Technology stocks lead indexes lower as yields resume climb
Stocks closed lower Wednesday as another rise in bond yields fueled concerns on Wall Street that higher inflation is on the way as the economy picks up.
The S&P 500 dropped 1.3%, shedding an early gain. The pullback is the benchmark index’s second straight loss after clocking its best day in nine months on Monday. Technology companies bore the brunt of the selling, pulling the S&P 500’s tech sector down 2.5%. Microsoft and Apple were both fell more than 2%.
U.S. government bond yields rose after easing a day earlier. The yield on the benchmark 10-year Treasury note climbed to 1.47% from 1.41%.
When bond yields rise quickly, as they have in recent weeks, it forces Wall Street to rethink the value of stocks, making each $1 of profit that companies earn a little less valuable. Technology stocks are most vulnerable to this reassessment, in large part because their recent dominance left them looking even pricier than the rest of the market.
On the flipside, banks benefit when bond yields rise, because it allows them to charge higher rates on mortgages and many other kinds of loans. Financial sector stocks were among the biggest gainers Wednesday. Bank of America and Citigroup added more than 2%.
“The good news to remember is there are other groups taking the baton,” said Ryan Detrick, chief investment strategist for LPL Financial, referring to banks and energy companies benefiting from higher rates, even as tech stocks take a hit.
The S&P 500 dropped 50.57 points to 3,819.72. The Dow Jones Industrial Average slipped 121.43 points, or 0.4%, to 31,270.09. The technology-heavy Nasdaq composite lost 361.04 points, or 2.7%, to 12,997.75.
Traders also sold off smaller company stocks, dragging down the Russell 2000 index 23.72 points, or 1.1%, to 2,207.79.
Wall Street continues to look to Washington, where economic data, comments out of the Federal Reserve and President Joe Biden’s stimulus package remain front and center. Treasury yields hit the psychologically important 1.50% mark last week as investors braced for stronger economic growth but also a possible increase in inflation.
“Some higher inflation at the beginning of a new economic expansion is perfectly normal,” Detrick said.
On Tuesday, Federal Reserve Governor Lael Brainard sought to calm financial markets by emphasizing that the Fed, while generally optimistic about the economy, is still far from raising interest rates or reducing its $120 billion a month in asset purchases.
Federal Reserve Chair Jay Powell will speak Thursday on monetary policy.
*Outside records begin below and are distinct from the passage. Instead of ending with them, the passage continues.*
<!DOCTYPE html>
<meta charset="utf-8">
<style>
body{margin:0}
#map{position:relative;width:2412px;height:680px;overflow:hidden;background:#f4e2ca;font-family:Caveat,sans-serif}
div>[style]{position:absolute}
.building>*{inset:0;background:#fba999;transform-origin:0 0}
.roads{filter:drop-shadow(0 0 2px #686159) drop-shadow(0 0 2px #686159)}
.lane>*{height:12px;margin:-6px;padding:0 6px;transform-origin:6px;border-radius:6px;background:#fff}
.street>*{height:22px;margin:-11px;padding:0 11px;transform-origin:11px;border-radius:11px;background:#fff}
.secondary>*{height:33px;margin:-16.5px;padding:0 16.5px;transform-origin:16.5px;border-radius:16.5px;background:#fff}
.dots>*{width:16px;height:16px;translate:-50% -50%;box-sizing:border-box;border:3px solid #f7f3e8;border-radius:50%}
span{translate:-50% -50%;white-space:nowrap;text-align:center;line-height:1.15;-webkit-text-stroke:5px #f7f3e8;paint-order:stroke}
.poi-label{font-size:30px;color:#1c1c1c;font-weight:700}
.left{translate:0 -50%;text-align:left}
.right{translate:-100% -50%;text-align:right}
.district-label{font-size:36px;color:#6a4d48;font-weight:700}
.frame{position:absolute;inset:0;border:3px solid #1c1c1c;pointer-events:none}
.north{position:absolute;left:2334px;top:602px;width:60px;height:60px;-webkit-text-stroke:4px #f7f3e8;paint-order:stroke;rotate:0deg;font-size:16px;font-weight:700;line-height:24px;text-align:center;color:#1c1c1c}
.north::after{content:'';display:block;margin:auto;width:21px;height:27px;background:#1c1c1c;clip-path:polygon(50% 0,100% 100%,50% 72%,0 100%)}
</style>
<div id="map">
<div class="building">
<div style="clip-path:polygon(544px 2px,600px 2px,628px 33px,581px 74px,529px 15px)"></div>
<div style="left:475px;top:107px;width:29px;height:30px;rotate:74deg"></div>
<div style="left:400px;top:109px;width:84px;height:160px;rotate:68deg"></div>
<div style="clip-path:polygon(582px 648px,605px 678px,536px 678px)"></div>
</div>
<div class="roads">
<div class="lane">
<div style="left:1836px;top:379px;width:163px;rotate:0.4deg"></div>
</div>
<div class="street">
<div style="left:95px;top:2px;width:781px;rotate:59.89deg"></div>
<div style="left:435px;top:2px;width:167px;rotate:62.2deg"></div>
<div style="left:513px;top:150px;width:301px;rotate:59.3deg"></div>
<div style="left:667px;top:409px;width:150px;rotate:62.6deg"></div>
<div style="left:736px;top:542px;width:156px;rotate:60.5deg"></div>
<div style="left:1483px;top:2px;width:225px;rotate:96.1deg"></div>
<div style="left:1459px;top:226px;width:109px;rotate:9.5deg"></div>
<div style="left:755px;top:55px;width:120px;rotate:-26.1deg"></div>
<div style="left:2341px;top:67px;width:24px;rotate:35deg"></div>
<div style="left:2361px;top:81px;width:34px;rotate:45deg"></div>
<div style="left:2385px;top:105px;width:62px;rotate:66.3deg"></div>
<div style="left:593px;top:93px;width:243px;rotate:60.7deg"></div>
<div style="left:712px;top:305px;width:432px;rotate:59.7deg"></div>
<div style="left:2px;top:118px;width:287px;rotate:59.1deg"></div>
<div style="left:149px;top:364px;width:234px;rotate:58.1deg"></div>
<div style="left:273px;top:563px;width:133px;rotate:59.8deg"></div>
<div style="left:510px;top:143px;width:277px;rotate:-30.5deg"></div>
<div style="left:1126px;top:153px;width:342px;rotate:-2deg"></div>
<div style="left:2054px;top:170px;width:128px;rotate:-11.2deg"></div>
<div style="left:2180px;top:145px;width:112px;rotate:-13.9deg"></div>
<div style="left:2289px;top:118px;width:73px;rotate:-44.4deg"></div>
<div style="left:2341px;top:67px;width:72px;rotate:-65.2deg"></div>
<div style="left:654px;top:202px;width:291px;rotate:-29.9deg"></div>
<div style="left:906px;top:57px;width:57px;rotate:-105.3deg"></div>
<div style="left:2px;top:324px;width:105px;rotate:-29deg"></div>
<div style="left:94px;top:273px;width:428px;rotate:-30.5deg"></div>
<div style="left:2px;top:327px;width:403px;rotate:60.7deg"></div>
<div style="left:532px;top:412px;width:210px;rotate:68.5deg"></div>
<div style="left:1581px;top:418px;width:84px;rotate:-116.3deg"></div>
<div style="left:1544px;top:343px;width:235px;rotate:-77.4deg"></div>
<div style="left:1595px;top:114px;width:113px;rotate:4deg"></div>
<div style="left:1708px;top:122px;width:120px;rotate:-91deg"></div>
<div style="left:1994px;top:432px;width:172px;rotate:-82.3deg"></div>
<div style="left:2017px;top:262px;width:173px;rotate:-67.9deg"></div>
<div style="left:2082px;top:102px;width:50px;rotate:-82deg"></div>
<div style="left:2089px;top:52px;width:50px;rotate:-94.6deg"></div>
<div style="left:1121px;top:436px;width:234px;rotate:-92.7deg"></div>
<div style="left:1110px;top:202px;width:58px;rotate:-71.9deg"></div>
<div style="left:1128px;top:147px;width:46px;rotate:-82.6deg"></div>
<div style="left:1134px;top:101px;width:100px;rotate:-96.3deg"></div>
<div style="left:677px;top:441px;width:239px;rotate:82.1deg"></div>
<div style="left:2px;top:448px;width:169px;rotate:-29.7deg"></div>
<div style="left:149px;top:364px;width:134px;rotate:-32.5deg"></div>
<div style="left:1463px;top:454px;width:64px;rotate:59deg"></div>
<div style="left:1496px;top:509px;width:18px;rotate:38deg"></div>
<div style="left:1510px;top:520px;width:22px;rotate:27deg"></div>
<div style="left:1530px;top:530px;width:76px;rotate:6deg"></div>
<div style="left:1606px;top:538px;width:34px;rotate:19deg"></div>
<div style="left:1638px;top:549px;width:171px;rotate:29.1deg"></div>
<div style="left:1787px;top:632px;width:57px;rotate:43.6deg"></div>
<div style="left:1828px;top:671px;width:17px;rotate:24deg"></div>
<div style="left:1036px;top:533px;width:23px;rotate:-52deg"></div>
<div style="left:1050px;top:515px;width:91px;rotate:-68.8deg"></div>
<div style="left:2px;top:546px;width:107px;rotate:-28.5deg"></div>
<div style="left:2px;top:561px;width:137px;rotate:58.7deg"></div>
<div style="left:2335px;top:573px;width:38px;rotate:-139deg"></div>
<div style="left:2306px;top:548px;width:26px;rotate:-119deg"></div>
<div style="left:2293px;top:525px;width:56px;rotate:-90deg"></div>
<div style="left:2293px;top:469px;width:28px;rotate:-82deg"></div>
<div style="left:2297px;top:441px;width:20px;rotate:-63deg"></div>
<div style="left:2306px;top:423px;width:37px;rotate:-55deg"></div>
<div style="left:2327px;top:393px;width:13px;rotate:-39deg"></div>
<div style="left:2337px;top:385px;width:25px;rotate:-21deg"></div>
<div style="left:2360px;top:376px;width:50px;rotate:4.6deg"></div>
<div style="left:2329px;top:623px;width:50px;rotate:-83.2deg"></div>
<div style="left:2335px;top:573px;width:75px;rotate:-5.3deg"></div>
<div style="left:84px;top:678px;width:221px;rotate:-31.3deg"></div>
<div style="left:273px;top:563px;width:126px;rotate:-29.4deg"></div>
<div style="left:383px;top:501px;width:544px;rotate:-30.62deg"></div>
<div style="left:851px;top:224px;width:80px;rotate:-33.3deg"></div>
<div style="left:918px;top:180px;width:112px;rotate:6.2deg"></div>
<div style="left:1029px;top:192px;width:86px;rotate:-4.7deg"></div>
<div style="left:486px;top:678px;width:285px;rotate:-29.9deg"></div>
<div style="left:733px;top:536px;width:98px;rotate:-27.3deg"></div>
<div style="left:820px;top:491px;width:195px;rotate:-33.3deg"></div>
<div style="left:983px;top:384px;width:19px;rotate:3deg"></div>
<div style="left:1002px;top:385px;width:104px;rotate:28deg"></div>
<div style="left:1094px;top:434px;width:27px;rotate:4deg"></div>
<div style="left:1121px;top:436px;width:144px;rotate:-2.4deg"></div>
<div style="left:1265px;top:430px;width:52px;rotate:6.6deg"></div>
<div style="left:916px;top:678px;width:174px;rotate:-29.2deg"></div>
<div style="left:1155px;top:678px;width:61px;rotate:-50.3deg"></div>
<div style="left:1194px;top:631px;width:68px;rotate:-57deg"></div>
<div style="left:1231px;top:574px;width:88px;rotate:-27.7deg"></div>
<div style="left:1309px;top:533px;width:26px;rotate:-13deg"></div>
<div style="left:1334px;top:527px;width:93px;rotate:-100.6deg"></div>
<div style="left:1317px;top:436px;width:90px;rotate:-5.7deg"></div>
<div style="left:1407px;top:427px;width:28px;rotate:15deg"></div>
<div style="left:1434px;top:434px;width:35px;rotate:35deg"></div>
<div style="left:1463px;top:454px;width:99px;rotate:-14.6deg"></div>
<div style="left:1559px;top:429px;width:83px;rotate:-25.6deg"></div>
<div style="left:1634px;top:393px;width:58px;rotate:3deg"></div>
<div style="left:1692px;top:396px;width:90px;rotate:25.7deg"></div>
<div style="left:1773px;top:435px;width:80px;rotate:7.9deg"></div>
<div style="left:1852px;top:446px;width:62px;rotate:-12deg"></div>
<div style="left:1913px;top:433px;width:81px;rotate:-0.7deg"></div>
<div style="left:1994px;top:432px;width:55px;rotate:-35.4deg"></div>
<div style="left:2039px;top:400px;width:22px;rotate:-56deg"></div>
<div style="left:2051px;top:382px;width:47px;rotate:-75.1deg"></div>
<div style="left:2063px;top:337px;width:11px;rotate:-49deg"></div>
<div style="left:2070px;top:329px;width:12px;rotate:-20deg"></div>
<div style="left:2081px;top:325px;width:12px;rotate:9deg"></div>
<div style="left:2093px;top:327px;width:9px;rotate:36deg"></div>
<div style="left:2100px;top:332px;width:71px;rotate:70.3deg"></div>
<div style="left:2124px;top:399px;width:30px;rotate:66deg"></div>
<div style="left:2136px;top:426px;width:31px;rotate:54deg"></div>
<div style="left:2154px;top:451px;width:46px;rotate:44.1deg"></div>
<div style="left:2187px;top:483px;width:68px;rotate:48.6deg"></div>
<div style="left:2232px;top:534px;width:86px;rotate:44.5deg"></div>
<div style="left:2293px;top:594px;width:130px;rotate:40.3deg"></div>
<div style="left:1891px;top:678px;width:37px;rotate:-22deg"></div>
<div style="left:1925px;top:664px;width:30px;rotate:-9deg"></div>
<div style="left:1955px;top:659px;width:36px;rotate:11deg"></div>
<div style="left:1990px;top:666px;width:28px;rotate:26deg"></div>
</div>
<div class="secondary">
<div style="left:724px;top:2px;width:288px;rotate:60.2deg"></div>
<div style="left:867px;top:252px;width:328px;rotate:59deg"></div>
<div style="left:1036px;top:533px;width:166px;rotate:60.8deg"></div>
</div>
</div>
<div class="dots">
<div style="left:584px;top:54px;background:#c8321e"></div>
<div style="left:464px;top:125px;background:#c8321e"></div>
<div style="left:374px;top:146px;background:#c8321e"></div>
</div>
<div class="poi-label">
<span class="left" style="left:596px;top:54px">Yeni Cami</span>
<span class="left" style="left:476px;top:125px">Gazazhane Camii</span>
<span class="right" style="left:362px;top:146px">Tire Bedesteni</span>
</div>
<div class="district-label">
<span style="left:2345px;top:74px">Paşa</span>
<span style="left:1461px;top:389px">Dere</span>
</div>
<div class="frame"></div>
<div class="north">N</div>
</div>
Investors heard from him last week when he testified in front of Congress, but the format — a question-and-answer session with The Wall Street Journal — is likely to be more illuminating than Powell’s calculated answers to politicians.
Investors are looking ahead to the February jobs report on Friday. Economists surveyed by FactSet expect employers created 225,000 jobs last month. The report also includes numbers for how much wages are rising across the economy, a key component of inflation.
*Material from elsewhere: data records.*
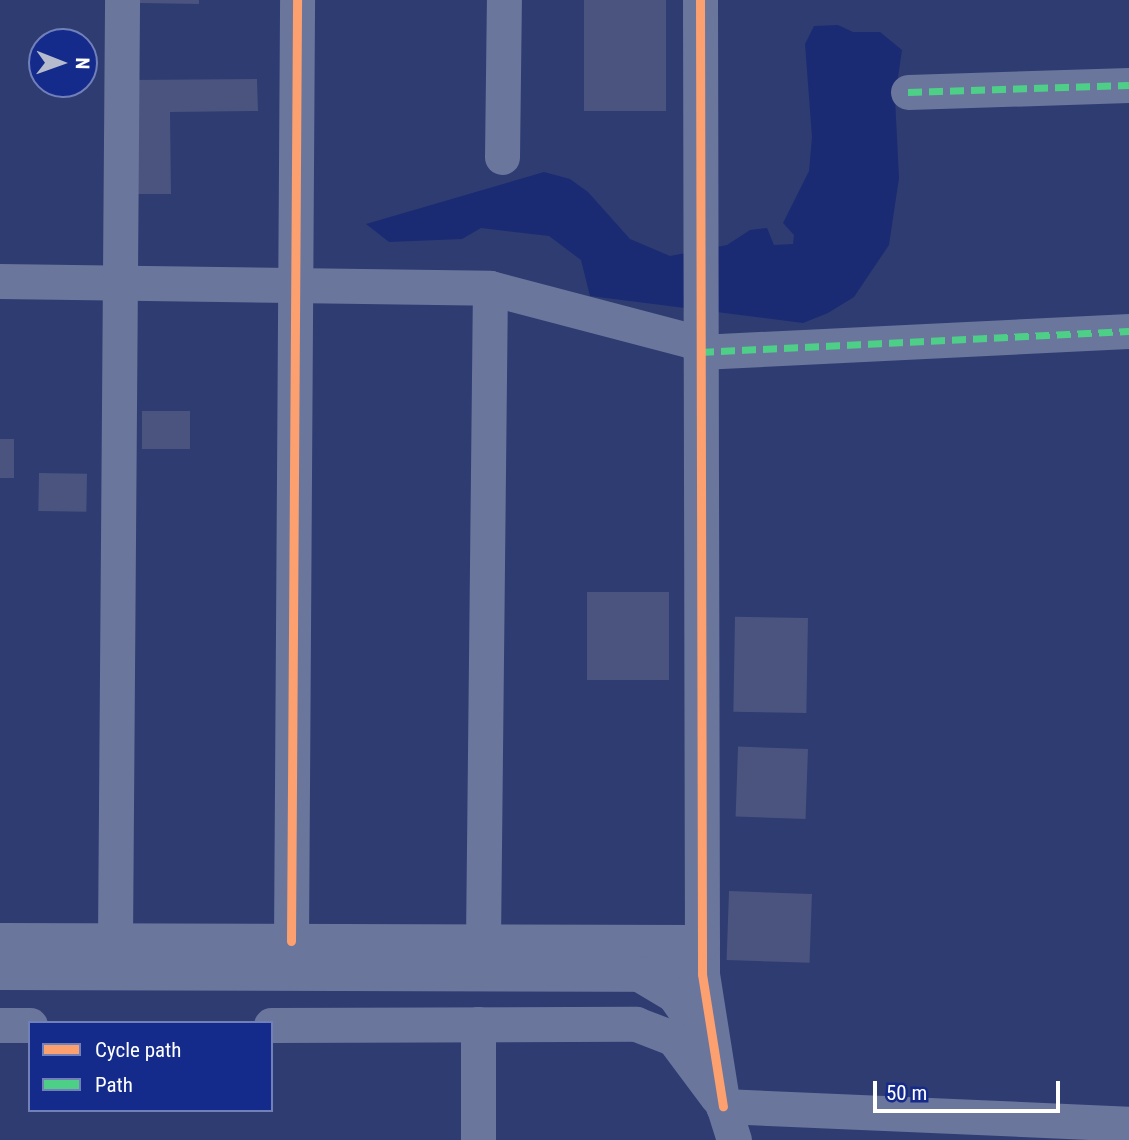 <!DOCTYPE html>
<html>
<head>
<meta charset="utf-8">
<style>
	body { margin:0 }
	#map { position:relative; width:1129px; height:1140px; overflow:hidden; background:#2f3c71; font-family:"Roboto Condensed",sans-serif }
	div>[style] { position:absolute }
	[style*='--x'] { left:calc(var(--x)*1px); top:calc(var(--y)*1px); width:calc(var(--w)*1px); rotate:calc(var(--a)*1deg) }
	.water>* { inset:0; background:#1b2b73 }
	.building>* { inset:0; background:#4a547f; transform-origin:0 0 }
	.minor>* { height:35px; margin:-17.5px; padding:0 17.5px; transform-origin:17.5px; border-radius:17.5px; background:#6b769d }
	.quiet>* { height:7px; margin-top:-3.5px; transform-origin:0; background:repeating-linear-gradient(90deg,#4dcf88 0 14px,transparent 0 21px) }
	.cycleway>* { height:9px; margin:-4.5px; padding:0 4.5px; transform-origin:4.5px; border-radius:4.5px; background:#fca06f }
	span { translate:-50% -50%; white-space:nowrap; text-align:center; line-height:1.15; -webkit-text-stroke:6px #142b8c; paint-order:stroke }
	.legend { position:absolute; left:28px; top:1021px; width:245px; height:91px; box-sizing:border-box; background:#142b8c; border:2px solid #7280ba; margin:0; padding:9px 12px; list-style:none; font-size:21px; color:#fff }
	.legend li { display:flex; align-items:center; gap:14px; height:35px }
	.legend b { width:35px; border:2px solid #7280ba }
	.north { position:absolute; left:28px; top:28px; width:70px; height:70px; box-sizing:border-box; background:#142b8c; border:2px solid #7280ba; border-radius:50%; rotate:91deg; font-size:19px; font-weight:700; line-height:28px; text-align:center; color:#fff }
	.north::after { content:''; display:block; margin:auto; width:24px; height:32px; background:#b6bbcd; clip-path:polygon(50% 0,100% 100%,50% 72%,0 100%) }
	.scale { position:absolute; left:873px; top:1081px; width:187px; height:32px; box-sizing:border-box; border:4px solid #fff; border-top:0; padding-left:9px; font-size:21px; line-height:24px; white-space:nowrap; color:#fff; -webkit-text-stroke:5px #142b8c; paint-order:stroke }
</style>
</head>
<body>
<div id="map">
	<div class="water">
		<div style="clip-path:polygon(838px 25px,853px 32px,880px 32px,902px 50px,895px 98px,899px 178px,889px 245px,854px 297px,828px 313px,803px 323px,590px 296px,581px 260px,549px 236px,481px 228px,462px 239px,389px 242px,366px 224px,544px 172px,570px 179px,588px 192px,630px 239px,670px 256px,727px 245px,750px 230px,767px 228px,774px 245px,793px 244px,794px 235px,783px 223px,809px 171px,812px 137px,805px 44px,814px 26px)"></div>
	</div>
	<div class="building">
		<div style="clip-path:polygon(138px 0,199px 0,199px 4px,138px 3px)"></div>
		<div style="left:584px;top:0;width:82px;height:111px"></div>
		<div style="clip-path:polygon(257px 79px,258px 111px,170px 112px,171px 194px,130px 194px,129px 80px)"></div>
		<div style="left:142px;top:411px;width:48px;height:38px"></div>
		<div style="left:0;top:439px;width:14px;height:39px"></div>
		<div style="left:39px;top:473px;width:48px;height:38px;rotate:1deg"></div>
		<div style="left:669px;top:592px;width:88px;height:82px;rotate:90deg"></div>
		<div style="left:808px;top:618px;width:95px;height:73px;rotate:91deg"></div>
		<div style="left:808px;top:749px;width:70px;height:70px;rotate:92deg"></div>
		<div style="left:729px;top:891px;width:83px;height:69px;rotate:2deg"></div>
	</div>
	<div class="minor">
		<div style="--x:700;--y:0;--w:974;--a:89.88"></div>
		<div style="--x:702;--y:974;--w:134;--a:81"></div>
		<div style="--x:908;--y:92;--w:221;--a:-1.8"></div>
		<div style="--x:502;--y:157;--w:157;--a:-89.3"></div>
		<div style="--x:0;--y:281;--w:490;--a:0.8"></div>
		<div style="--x:490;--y:288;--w:217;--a:14.7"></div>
		<div style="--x:700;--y:352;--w:430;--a:-2.8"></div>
		<div style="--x:0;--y:940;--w:702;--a:0.16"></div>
		<div style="--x:115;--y:940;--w:940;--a:-89.57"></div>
		<div style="--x:291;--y:941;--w:941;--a:-89.63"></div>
		<div style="--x:483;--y:941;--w:653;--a:-89.39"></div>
		<div style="--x:0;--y:972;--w:702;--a:0.16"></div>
		<div style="--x:639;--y:974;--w:41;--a:31"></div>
		<div style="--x:674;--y:995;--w:45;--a:54.9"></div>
		<div style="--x:700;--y:1032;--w:113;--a:72.5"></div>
		<div style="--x:478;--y:1024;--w:116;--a:90"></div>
		<div style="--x:0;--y:1025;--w:30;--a:0"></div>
		<div style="--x:271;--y:1025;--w:365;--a:-0.2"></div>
		<div style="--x:636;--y:1024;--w:40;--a:21"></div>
		<div style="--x:673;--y:1038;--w:74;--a:53.3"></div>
		<div style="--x:723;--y:1106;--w:406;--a:2.5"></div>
	</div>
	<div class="quiet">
		<div style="--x:908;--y:92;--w:221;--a:-1.8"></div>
		<div style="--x:700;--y:352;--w:430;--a:-2.8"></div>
	</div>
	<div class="cycleway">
		<div style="--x:700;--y:0;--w:974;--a:89.88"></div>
		<div style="--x:702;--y:974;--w:134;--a:81"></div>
		<div style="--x:291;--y:941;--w:941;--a:-89.63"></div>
	</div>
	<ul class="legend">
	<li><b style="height:9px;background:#fca06f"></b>Cycle path</li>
	<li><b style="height:9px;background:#4dcf88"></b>Path</li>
	</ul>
	<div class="north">N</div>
	<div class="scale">50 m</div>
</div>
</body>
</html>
Overall, the economic outlook has been brightening in recent weeks following a surprisingly strong retail sales report which showed that $600 stimulus payments approved in late December had translated into a January jump in retail sales that was the strongest since June.
With prospects rising for passaged of President Biden’s $1.9 trillion COVID-19 relief package with $1,400 individual payments and good news on vaccine distribution, private forecasters have been busy revising upward their economic forecasts.
Many believe the economy this year could see a rebound with growth coming in at the strongest pace since 1984. That would mark a significant rebound from last year when the economy contracted by the largest amount since 1946.